USAID’s Demographic Health Surveys

USAID’s Demographic Health Surveys

For the past forty years, USAID's Demographic Health Surveys (DHS) have been an invaluable source of data that captured information about fertility, family planning, maternal and child health, gender, HIV/AIDS, literacy, malaria, nutrition, and sanitation for over 90 low and middle income countries throughout the world. Unfortunately, given recent cuts at USAID, the raw survey and microdata from the DHS is no longer accessible.

The good news is that the Data Rescue Project has managed to save all of the summary data generated from this program in DataLumos. These are population-level estimates that were generated from the sample surveys to provide statistics at a country and country-subdivision level, as well as summaries for several demographic categories. An early effort saved data on foreign assistance as well as most of the indicator data from the DHS API, packaged in annual JSON files. Our latest effort captured everything in the indicators database: all the variables, documentation and codebooks, and reports tied to specific survey datasets.

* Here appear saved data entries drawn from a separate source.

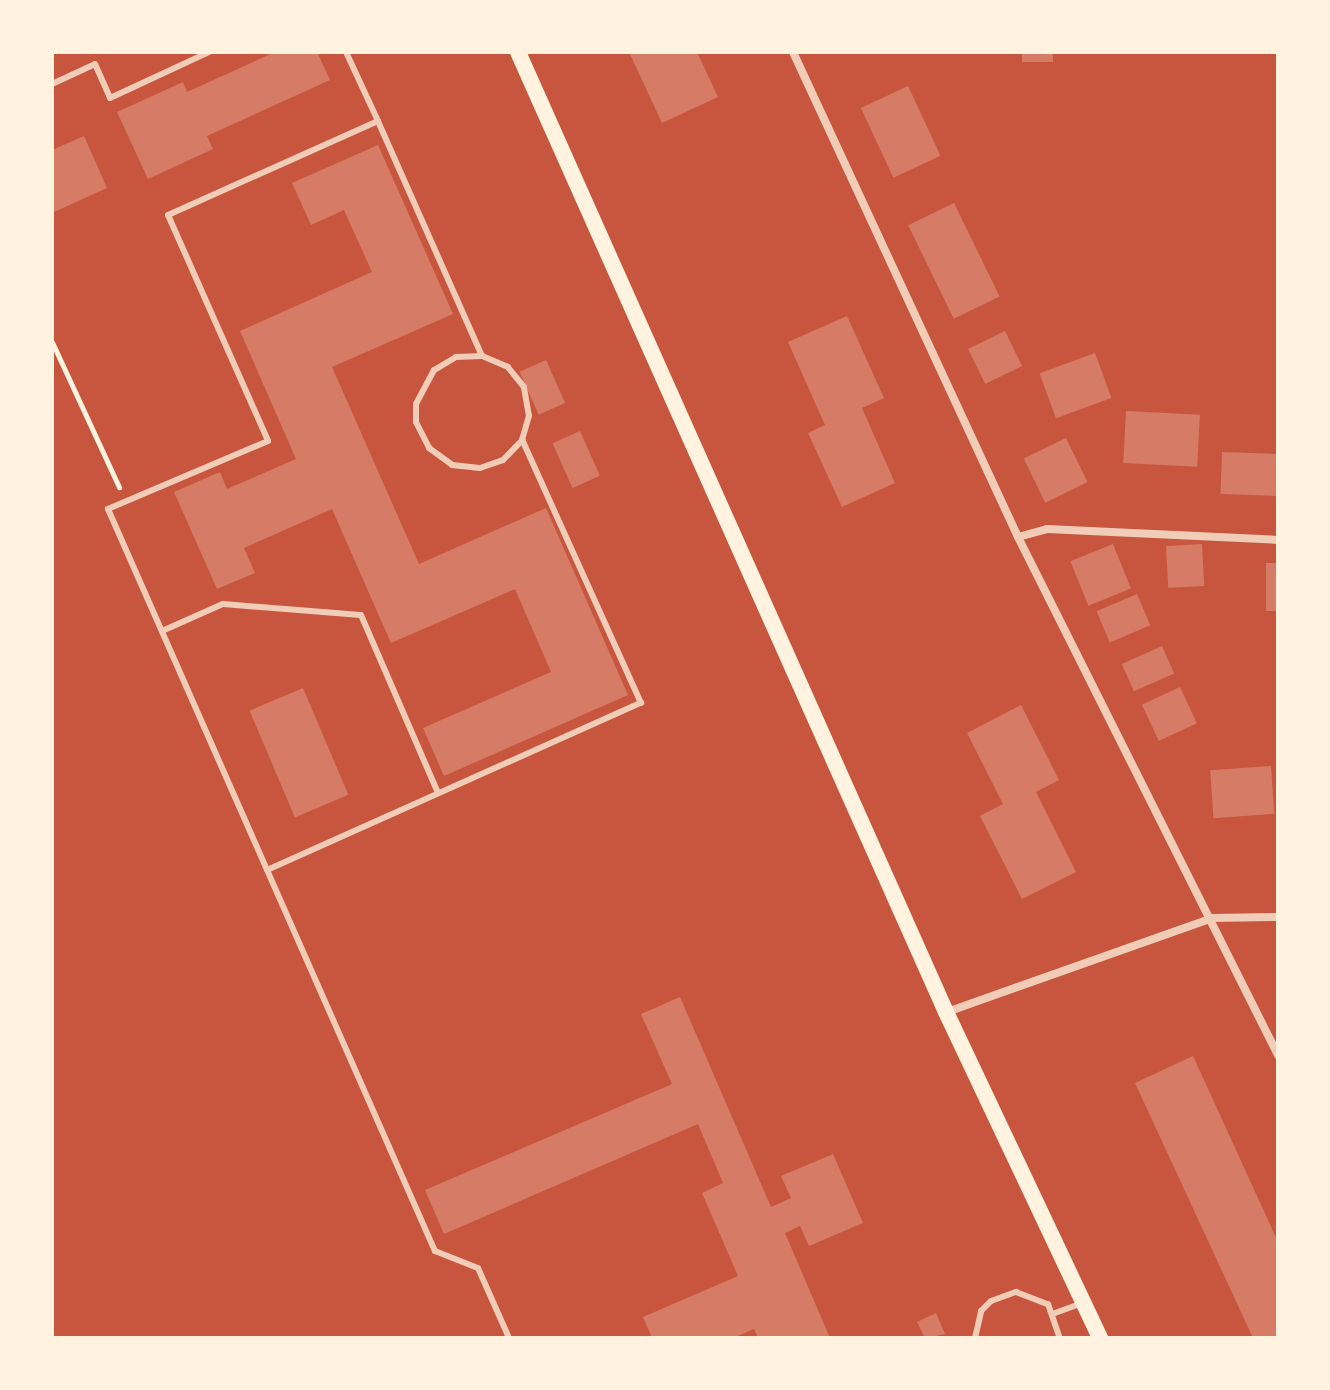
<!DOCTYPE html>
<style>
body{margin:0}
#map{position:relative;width:1330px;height:1390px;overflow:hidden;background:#c8553d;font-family:Lato,sans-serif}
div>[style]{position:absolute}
.building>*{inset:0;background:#d67c66;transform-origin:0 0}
.path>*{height:5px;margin:-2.5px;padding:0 2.5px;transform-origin:2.5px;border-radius:2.5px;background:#fff3e0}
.service>*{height:6px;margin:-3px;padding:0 3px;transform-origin:3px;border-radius:3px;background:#f1ccb7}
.minor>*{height:8px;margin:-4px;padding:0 4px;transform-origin:4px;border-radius:4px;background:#f1ccb7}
.secondary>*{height:16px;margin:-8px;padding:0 8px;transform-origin:8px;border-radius:8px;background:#fff3e0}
span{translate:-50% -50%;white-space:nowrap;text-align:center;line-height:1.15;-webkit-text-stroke:8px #fff3e0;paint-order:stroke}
.frame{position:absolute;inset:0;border:54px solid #fff3e0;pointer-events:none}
</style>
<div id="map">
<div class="building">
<i style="clip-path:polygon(275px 52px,317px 52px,330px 80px,207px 136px,213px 149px,148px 179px,117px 112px,183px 82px,187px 92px)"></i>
<i style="clip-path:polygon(629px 52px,697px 52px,718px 97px,662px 123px)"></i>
<i style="left:1022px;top:52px;width:31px;height:10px"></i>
<i style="left:908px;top:86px;width:77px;height:52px;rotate:65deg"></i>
<i style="clip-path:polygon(84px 136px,107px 188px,52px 213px,52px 150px)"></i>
<i style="clip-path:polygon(378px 145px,453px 314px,332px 367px,419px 564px,546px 508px,628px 695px,444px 776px,423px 728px,551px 672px,515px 589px,391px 643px,332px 509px,244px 548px,255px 573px,217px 589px,174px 492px,220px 472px,227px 489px,296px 459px,240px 331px,372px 272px,344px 210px,311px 225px,292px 183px)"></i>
<i style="left:954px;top:203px;width:104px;height:51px;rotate:64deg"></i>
<i style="clip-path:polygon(847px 316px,884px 398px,862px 408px,895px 483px,842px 507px,808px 433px,825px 425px,788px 342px)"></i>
<i style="left:1005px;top:331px;width:39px;height:41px;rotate:64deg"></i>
<i style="left:1095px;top:353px;width:48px;height:59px;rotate:70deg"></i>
<i style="left:546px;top:360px;width:47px;height:29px;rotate:66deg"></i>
<i style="left:1126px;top:411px;width:74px;height:52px;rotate:3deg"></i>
<i style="left:580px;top:431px;width:49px;height:30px;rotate:66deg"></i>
<i style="left:1066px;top:438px;width:49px;height:47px;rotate:64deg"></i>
<i style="left:1222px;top:452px;width:56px;height:42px;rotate:2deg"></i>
<i style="left:1113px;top:544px;width:48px;height:46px;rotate:68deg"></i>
<i style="left:1202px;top:544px;width:42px;height:36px;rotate:87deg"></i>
<i style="left:1266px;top:563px;width:12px;height:48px"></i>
<i style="left:1137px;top:594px;width:34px;height:44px;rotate:67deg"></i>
<i style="left:1162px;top:646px;width:30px;height:44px;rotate:66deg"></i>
<i style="left:1180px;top:687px;width:40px;height:42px;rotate:65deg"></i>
<i style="left:303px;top:688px;width:116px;height:58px;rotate:67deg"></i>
<i style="clip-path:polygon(1021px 705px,1059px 780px,1036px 792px,1076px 872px,1022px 899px,980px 816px,1003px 804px,967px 733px)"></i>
<i style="left:1271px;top:766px;width:48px;height:61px;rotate:86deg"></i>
<i style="clip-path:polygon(680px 997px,771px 1207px,791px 1198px,781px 1176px,833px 1154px,863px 1223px,809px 1246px,800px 1226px,785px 1233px,830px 1338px,758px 1338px,754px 1329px,733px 1338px,652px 1338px,643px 1317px,738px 1276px,702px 1193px,723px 1183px,698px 1124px,444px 1234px,425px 1190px,672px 1084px,641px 1014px)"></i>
<i style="clip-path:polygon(1193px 1056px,1278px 1242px,1278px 1338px,1253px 1338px,1135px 1083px)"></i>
<i style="clip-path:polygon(936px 1313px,945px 1334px,925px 1338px,917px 1322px)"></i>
</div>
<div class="path">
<i style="left:52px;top:342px;width:160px;rotate:65.2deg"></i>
</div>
<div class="service">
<i style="left:346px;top:52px;width:76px;rotate:65.1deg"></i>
<i style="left:52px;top:84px;width:47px;rotate:-24.9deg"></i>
<i style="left:95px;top:64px;width:37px;rotate:66deg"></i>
<i style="left:110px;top:98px;width:109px;rotate:-24.9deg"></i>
<i style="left:482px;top:356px;width:26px;rotate:178deg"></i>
<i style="left:456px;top:357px;width:26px;rotate:149deg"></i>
<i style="left:434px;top:370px;width:38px;rotate:118deg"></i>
<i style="left:416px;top:404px;width:18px;rotate:90deg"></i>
<i style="left:416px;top:422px;width:29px;rotate:63deg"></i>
<i style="left:429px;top:448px;width:29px;rotate:36deg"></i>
<i style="left:452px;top:465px;width:28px;rotate:6deg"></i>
<i style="left:480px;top:468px;width:24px;rotate:-19deg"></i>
<i style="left:503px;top:460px;width:28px;rotate:-46deg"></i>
<i style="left:522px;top:440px;width:25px;rotate:-74deg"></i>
<i style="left:529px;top:416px;width:29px;rotate:-100deg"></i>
<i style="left:524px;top:387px;width:26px;rotate:-129deg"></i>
<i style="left:508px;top:367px;width:28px;rotate:-157deg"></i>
<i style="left:482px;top:356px;width:257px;rotate:-113.9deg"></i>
<i style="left:378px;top:121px;width:230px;rotate:155.9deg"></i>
<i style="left:168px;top:215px;width:247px;rotate:66.1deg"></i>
<i style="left:268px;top:441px;width:174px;rotate:157deg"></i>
<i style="left:108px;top:509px;width:811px;rotate:66.22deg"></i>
<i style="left:435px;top:1251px;width:46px;rotate:21.6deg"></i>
<i style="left:478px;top:1268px;width:77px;rotate:66.1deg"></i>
<i style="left:162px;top:631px;width:67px;rotate:-23.9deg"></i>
<i style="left:223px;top:604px;width:138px;rotate:4.6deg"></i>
<i style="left:361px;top:615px;width:194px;rotate:66.6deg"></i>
<i style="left:267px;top:870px;width:410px;rotate:-24.1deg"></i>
<i style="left:641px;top:703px;width:289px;rotate:-114.3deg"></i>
<i style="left:1055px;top:1313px;width:27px;rotate:-20deg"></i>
<i style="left:975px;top:1338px;width:28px;rotate:-77deg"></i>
<i style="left:981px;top:1311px;width:14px;rotate:-45deg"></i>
<i style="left:991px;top:1301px;width:27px;rotate:-20deg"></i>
<i style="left:1016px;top:1292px;width:34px;rotate:21deg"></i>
<i style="left:1048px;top:1304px;width:36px;rotate:71deg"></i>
</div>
<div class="minor">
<i style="left:793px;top:52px;width:535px;rotate:65.11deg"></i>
<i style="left:1018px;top:537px;width:580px;rotate:63.35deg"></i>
<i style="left:1018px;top:537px;width:30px;rotate:-15deg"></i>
<i style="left:1047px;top:529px;width:231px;rotate:2.7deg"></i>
<i style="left:947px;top:1012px;width:281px;rotate:-19.5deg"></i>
<i style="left:1212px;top:918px;width:66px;rotate:-0.9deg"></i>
</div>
<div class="secondary">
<i style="left:518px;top:52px;width:1051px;rotate:65.97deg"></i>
<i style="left:946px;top:1012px;width:361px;rotate:64.7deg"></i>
</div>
<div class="frame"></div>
</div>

The data in this iteration is organized by survey for a specific country, survey, and year and is provided in both a JSON and CSV format, which will make it easy for researchers to find and access data they're interested in.

The DHS Spatial Data Repository has also been archived. It includes GIS vector shapefiles for country subdivisions, indicator data that are tied to these subdivisions for mapping, gridded survey estimates in a raster format, and population estimates and covariates that can be associated with different places. Lastly, it looks like most (possibly all) of USAID's publications have been saved in a dedicated collection in the Internet Archive. 

Thank you to all the Data Rescue volunteers for helping to preserve these critical datasets!

Update: Our partners at IPUMS hosted a webinar in March on using the DHS data (and more).